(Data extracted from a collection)
____
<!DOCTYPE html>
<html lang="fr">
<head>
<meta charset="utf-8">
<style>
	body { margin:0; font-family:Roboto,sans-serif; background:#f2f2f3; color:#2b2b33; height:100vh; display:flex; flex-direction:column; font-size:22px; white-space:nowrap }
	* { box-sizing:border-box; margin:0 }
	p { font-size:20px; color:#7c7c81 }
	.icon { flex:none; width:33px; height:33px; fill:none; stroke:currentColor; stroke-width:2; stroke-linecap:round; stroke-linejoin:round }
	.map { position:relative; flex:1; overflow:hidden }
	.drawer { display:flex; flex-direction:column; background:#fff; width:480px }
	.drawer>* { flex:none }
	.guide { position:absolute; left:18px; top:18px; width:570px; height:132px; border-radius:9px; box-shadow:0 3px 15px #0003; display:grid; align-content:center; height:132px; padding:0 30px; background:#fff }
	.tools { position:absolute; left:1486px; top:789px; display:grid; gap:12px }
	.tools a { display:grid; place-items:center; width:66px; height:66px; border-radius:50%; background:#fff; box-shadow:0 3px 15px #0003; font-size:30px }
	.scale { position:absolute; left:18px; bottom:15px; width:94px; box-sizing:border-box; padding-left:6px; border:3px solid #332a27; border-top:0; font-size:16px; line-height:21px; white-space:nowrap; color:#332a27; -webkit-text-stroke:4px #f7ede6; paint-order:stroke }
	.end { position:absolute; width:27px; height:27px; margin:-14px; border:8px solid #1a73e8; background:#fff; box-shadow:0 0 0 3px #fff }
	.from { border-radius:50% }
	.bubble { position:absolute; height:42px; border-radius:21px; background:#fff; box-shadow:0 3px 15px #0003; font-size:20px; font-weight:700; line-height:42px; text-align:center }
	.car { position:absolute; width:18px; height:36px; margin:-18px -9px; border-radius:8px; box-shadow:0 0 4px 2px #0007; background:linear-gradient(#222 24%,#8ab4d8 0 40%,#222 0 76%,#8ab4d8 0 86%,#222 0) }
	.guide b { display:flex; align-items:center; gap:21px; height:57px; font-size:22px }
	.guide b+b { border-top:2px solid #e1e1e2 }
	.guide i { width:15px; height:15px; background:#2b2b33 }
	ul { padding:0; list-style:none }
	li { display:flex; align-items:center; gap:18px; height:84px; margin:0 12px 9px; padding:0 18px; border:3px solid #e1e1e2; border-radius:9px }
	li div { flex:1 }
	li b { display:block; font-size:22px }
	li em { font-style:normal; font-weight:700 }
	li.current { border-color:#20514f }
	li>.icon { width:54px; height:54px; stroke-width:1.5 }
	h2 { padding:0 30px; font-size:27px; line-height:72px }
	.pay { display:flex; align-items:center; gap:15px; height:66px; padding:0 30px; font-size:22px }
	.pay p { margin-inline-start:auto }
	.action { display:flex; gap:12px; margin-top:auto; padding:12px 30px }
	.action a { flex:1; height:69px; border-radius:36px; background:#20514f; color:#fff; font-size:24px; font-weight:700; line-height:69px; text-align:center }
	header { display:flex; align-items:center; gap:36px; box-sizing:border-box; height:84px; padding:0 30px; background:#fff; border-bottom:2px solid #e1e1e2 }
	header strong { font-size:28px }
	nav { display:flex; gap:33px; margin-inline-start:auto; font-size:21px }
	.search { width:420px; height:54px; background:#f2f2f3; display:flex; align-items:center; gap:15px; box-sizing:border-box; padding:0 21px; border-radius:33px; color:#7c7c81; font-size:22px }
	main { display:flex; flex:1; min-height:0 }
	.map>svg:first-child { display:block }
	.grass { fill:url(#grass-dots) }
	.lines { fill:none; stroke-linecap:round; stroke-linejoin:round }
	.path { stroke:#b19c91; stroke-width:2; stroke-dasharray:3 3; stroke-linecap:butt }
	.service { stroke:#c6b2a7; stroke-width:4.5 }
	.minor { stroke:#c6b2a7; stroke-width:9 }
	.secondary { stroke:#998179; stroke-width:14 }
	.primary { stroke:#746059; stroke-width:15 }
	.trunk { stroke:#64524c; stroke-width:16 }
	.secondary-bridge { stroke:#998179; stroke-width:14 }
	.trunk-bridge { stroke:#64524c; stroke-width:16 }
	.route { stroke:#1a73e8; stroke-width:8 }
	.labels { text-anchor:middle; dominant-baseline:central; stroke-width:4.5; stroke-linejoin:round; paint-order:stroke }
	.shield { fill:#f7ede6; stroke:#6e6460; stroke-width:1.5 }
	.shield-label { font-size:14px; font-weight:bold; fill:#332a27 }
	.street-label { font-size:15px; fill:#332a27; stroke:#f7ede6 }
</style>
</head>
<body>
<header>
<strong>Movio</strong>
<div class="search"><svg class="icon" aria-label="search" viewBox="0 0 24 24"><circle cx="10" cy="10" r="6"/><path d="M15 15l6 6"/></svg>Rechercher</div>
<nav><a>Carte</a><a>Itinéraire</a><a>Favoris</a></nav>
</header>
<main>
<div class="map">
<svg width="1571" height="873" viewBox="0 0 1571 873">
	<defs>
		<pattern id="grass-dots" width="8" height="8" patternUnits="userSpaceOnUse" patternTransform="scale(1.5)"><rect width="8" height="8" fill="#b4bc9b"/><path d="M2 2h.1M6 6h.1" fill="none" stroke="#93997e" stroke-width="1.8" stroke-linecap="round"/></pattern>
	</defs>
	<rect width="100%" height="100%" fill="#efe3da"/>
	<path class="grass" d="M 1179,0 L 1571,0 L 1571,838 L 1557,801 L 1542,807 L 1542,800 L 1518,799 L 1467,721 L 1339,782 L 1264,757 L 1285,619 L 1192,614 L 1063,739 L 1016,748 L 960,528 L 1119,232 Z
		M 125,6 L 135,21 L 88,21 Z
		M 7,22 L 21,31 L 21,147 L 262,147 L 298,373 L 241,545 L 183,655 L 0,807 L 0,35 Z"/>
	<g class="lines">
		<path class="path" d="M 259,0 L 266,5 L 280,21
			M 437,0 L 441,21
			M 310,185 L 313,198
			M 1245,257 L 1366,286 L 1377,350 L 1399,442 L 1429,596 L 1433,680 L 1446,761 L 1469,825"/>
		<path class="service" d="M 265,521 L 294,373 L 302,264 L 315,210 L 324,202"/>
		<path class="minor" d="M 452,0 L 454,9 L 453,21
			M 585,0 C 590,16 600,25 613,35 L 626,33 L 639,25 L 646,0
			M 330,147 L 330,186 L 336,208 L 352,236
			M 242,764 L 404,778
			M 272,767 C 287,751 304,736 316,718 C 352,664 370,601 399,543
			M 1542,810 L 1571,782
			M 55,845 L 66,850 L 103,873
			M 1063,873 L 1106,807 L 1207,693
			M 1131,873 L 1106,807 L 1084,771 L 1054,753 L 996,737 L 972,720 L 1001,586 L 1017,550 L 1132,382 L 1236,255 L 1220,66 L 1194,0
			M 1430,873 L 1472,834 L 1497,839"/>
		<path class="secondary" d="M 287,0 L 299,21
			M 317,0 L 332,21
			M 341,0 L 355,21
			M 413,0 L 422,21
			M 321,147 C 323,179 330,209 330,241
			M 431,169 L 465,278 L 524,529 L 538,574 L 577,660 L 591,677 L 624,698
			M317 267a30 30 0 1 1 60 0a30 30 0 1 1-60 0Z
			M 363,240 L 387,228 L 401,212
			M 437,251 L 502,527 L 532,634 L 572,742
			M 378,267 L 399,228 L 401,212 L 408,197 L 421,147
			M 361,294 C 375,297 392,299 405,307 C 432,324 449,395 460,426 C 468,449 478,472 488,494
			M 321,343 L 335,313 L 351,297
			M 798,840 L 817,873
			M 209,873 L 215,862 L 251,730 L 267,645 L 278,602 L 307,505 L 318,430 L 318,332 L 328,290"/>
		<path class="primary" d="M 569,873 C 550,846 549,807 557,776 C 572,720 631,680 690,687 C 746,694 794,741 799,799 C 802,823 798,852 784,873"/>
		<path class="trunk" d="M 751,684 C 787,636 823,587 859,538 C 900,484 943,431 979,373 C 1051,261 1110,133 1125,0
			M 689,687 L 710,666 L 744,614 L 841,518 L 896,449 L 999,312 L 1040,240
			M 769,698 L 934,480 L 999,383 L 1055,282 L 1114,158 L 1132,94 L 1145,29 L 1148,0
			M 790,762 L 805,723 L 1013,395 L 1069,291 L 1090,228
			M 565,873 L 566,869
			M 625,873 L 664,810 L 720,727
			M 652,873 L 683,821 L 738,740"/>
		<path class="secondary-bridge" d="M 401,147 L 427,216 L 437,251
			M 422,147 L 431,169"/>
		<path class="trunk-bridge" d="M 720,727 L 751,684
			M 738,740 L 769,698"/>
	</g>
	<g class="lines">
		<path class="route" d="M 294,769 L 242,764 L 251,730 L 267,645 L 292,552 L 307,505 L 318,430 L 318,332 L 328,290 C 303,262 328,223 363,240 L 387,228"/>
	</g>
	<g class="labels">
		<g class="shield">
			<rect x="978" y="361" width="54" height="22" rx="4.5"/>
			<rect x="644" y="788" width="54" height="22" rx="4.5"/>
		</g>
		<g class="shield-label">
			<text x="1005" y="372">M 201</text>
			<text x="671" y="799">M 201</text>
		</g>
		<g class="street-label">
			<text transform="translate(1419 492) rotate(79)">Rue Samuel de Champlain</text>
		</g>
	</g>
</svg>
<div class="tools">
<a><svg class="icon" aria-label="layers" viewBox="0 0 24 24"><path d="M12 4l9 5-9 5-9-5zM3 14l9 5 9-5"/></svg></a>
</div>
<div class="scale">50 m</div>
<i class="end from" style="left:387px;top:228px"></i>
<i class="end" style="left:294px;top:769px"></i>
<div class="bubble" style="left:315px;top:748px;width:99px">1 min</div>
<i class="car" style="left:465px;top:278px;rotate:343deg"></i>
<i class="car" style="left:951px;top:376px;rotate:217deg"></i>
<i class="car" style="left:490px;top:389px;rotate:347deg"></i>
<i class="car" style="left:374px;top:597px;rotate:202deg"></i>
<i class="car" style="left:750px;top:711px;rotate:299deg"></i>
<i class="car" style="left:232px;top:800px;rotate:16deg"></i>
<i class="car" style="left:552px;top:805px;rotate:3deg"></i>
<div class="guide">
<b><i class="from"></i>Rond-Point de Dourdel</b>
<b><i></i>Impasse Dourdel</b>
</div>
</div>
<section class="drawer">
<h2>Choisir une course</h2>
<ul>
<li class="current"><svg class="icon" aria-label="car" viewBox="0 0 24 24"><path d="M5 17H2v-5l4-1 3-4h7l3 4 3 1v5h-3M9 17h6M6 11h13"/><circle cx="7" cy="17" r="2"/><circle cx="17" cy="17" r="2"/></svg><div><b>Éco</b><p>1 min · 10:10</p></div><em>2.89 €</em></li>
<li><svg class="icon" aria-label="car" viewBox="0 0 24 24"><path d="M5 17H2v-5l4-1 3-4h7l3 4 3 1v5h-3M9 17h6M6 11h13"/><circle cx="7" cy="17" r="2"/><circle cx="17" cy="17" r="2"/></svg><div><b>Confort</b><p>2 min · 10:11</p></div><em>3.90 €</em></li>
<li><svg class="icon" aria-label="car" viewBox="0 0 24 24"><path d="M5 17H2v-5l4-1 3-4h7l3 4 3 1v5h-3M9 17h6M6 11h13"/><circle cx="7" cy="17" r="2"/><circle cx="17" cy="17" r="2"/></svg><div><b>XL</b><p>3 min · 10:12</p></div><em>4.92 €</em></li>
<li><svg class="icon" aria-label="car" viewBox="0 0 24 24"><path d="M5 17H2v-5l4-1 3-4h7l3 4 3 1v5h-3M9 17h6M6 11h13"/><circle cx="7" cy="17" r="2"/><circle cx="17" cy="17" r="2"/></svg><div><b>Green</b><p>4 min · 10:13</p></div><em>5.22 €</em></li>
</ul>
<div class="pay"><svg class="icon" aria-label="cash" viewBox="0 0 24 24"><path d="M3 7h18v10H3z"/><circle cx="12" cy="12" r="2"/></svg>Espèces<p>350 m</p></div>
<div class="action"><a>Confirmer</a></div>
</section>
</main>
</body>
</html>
____
For this exercise, return every line from the data that holds the string "absolute".

	.guide { position:absolute; left:18px; top:18px; width:570px; height:132px; border-radius:9px; box-shadow:0 3px 15px #0003; display:grid; align-content:center; height:132px; padding:0 30px; background:#fff }
	.tools { position:absolute; left:1486px; top:789px; display:grid; gap:12px }
	.scale { position:absolute; left:18px; bottom:15px; width:94px; box-sizing:border-box; padding-left:6px; border:3px solid #332a27; border-top:0; font-size:16px; line-height:21px; white-space:nowrap; color:#332a27; -webkit-text-stroke:4px #f7ede6; paint-order:stroke }
	.end { position:absolute; width:27px; height:27px; margin:-14px; border:8px solid #1a73e8; background:#fff; box-shadow:0 0 0 3px #fff }
	.bubble { position:absolute; height:42px; border-radius:21px; background:#fff; box-shadow:0 3px 15px #0003; font-size:20px; font-weight:700; line-height:42px; text-align:center }
	.car { position:absolute; width:18px; height:36px; margin:-18px -9px; border-radius:8px; box-shadow:0 0 4px 2px #0007; background:linear-gradient(#222 24%,#8ab4d8 0 40%,#222 0 76%,#8ab4d8 0 86%,#222 0) }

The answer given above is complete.